Australia launches $1.5 billion Pacific fund to counter China’s influence

FAN Editor
FILE PHOTO - Prime Minister Scott Morrison speaks to the media during a press conference at Parliament House in Canberra
FILE PHOTO – Prime Minister Scott Morrison speaks to the media during a press conference at Parliament House in Canberra, Australia, October 16, 2018. AAP/Mick Tsikas/via REUTERS

November 8, 2018

By Colin Packham

SYDNEY (Reuters) – Australia will offer Pacific countries up to A$3 billion ($2.18 billion) in grants and cheap loans to build infrastructure, Prime Minister Scott Morrison said on Thursday, as Canberra seeks to counter China’s rising influence in the region. Australia and China have been vying for influence in sparsely populated Pacific island countries that control vast swathes of resource-rich oceans.

China has spent $1.3 billion on concessional loans and gifts since 2011 to become the Pacific’s second-largest donor after Australia, stoking concern in the West that several tiny nations could end up overburdened and in debt to Beijing.

“The government I have the privilege to lead, is returning the Pacific to where it should be; front and center,” Morrison said in a speech announcing the new Pacific initiative.

“This is our patch. This is our part of the world.” Morrison said Australia will create a A$2 billion infrastructure fund that will invest in telecommunications, energy, transport, water projects.

Australia will also give an additional A$1 billion to its financing arm, which offers loans to private companies unable to secure funds from traditional lenders, to invest in the Pacific.

Morrison said Australia would also expand its diplomatic presence in the Pacific, posting staff to Palau, the Marshall Islands, French Polynesia, Niue and the Cook Islands.

Australia said it will also strengthen defense and security ties with Pacific islands through new joint exercises and training.

While Morrison did not name China in his most detailed foreign policy speech since he become Australia’s sixth prime minister in the last decade in August, few were in doubt as to who the policy was aimed at combating.

“Australia is reacting to what China is doing.

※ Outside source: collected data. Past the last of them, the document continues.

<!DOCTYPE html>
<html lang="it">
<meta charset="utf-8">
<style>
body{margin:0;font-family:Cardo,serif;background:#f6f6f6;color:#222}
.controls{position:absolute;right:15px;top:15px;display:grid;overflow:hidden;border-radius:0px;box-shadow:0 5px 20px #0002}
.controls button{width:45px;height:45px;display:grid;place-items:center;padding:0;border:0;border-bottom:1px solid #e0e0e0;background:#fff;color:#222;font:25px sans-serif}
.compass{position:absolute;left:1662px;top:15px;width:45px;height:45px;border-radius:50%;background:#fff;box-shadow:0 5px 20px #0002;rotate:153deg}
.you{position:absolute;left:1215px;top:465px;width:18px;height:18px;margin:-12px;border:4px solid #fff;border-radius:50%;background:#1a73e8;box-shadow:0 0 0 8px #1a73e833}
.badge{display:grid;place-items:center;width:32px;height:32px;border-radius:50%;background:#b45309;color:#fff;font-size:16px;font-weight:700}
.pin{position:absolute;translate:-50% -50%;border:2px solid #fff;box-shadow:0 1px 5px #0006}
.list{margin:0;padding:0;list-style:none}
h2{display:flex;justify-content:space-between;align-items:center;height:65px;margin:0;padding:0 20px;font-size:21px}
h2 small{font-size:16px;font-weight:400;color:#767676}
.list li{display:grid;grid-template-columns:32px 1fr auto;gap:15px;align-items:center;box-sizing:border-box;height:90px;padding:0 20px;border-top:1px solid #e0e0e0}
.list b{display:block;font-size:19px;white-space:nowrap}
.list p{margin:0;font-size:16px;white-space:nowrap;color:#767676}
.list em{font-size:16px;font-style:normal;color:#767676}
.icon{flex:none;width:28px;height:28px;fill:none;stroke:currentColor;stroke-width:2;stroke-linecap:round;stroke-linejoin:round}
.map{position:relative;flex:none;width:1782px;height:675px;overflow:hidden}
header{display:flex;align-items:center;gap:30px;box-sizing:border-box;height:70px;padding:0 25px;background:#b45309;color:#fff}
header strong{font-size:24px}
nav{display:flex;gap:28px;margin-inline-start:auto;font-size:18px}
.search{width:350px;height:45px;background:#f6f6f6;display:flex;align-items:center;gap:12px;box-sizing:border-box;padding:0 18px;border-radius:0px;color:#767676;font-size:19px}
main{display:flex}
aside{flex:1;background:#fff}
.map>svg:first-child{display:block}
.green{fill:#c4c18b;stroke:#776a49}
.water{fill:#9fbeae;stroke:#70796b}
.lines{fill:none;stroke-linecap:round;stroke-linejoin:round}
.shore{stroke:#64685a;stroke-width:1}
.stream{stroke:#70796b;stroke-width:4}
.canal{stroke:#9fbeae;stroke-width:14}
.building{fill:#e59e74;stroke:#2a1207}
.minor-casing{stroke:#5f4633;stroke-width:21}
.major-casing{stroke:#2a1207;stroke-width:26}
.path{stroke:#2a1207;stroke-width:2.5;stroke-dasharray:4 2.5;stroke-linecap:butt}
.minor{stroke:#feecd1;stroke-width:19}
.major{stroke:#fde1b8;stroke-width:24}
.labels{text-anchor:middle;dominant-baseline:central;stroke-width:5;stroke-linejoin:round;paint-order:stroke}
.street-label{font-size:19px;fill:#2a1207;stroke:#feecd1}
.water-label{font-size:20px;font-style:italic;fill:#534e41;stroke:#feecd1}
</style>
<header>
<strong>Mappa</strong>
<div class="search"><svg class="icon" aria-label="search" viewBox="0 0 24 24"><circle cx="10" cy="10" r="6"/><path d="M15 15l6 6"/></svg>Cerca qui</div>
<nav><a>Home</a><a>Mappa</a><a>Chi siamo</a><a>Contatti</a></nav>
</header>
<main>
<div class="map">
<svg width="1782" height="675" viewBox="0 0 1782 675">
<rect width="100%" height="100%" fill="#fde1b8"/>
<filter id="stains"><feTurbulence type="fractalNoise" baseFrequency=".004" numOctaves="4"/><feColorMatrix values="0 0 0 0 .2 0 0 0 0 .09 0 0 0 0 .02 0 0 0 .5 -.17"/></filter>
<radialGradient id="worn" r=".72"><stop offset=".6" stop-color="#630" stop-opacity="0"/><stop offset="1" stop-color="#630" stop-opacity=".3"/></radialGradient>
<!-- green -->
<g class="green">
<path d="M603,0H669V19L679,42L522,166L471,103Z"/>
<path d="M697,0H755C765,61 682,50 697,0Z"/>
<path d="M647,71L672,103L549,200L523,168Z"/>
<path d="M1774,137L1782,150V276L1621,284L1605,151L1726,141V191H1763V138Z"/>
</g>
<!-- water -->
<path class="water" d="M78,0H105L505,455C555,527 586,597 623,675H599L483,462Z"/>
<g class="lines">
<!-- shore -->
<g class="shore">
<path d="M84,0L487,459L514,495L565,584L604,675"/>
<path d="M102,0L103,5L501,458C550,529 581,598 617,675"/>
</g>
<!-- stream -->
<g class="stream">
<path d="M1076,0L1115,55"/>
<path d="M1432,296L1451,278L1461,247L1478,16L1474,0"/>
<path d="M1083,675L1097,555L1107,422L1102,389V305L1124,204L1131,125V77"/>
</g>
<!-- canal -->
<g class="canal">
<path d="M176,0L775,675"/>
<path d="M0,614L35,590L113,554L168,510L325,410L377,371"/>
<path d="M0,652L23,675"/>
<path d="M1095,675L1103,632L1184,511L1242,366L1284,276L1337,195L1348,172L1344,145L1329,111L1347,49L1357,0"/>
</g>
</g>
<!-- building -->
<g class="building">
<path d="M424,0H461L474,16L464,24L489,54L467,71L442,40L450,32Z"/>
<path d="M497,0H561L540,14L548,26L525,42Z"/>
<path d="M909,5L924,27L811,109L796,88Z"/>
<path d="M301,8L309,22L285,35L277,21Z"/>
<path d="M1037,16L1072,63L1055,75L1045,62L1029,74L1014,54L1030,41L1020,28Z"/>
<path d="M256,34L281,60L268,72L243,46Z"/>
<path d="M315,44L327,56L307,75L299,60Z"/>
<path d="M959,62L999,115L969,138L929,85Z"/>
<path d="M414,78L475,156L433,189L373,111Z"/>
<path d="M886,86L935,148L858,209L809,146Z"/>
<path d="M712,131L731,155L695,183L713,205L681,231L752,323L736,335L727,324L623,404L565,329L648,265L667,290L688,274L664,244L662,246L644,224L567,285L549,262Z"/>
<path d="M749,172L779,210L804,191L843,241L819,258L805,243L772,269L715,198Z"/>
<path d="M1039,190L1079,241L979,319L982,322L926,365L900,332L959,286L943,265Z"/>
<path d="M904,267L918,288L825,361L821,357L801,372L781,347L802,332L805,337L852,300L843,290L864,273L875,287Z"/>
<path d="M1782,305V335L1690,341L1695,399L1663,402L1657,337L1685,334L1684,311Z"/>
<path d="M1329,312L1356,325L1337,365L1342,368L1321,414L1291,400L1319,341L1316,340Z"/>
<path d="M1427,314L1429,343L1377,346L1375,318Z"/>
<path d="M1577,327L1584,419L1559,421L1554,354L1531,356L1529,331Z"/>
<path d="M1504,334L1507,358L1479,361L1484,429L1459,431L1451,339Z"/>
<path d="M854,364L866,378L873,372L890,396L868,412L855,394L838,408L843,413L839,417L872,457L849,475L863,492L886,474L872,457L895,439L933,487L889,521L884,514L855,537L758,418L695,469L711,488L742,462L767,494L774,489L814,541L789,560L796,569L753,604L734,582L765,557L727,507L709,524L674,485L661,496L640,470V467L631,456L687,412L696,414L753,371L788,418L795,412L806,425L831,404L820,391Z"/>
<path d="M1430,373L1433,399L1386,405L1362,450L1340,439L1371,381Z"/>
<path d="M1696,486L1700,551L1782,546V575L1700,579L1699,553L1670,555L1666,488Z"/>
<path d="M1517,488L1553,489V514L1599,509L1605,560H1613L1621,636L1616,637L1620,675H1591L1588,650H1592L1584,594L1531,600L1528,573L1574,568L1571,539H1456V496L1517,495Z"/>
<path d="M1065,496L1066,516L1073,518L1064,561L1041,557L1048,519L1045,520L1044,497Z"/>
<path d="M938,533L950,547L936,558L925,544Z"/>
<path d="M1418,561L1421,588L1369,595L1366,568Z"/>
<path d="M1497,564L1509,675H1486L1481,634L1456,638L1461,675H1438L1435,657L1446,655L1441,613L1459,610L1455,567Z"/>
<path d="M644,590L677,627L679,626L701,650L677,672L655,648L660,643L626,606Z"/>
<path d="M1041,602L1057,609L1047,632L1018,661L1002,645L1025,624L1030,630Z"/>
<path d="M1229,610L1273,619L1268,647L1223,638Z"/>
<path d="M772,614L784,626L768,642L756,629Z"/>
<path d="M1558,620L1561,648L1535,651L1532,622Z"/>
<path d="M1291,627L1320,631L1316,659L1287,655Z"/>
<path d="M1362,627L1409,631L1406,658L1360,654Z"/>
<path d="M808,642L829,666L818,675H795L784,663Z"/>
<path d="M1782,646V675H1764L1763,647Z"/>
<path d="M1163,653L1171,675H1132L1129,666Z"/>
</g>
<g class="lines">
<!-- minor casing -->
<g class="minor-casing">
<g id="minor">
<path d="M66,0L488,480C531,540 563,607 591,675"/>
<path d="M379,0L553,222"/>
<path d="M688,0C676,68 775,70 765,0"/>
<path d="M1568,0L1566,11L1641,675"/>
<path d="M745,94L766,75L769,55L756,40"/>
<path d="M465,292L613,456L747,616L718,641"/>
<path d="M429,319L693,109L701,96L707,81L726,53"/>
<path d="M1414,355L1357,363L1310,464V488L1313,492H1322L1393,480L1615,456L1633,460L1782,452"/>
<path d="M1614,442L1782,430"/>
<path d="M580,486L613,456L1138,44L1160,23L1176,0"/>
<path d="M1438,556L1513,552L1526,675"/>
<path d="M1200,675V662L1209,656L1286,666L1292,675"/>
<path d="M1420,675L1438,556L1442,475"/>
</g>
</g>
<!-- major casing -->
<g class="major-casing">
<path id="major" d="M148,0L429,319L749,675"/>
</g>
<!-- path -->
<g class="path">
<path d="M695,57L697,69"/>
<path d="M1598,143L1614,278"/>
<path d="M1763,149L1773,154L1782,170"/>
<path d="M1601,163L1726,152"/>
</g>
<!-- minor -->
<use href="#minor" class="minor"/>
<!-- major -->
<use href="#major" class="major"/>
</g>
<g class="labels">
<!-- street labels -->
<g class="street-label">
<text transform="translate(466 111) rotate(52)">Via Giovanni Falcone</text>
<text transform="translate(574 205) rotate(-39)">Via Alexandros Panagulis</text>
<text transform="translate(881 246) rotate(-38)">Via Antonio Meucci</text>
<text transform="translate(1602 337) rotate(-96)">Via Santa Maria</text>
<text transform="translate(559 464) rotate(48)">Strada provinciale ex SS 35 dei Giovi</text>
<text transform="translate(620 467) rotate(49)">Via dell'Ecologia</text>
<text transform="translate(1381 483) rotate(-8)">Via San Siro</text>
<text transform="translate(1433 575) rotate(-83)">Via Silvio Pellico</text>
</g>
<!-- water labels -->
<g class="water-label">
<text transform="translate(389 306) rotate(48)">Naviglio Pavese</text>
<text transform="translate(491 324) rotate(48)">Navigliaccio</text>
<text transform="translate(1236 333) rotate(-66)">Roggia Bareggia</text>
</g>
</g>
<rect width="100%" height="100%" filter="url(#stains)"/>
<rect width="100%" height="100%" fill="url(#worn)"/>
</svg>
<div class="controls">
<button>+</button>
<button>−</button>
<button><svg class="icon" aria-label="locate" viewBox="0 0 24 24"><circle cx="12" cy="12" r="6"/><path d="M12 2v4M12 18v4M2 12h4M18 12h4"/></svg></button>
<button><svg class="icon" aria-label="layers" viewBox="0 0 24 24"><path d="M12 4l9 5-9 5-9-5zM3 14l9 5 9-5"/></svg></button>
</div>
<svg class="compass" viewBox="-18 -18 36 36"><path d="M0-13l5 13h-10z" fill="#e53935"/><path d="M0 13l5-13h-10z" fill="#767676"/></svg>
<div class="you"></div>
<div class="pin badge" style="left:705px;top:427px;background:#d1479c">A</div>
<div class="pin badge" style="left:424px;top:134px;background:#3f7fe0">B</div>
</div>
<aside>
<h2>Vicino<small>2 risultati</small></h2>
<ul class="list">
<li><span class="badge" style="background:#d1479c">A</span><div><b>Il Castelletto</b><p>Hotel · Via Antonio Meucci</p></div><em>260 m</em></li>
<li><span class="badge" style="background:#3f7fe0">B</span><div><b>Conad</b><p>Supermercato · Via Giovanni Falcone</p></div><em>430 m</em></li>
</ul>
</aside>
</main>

Australia needs more tools to engage with the Pacific,” said Jonathan Pryke, a Pacific Islands foreign policy expert with the Lowy Institute, an Australian think-tank.

Ties between Australia and China, its largest trading partner, have been strained since Australia accused China of meddling in its domestic affairs late last year.

“This announcement will be a gauge of whether Australia can improve relations with Beijing while doing things that would have previously annoyed China,” said Nick Bisley, professor of international relations at Melbourne’s La Trobe University. Australia’s Foreign Minister Marise Payne will on Thursday meet her Chinese counterpart in Beijing, the first visit by an Australian foreign minister in two years after bilateral relations soured.

Australia has in recent months earmarked the Pacific for infrastructure spending, driven by national security concerns, but it has been forced to raid its aid budget to fund projects.

In May, Australia said it would spend about A$200 million to develop an undersea internet cables to Papua New Guinea (PNG) and the Solomon Islands amid national security concerns about China’s Huawei Technologies Co Ltd [HWT.UL].

Earlier this month, Australia said it would help PNG develop a naval base, beating out China as a possible partner for the port development.

Diplomatic sources told Reuters Australia was worried the port could accommodate military vessels in strategically important waters.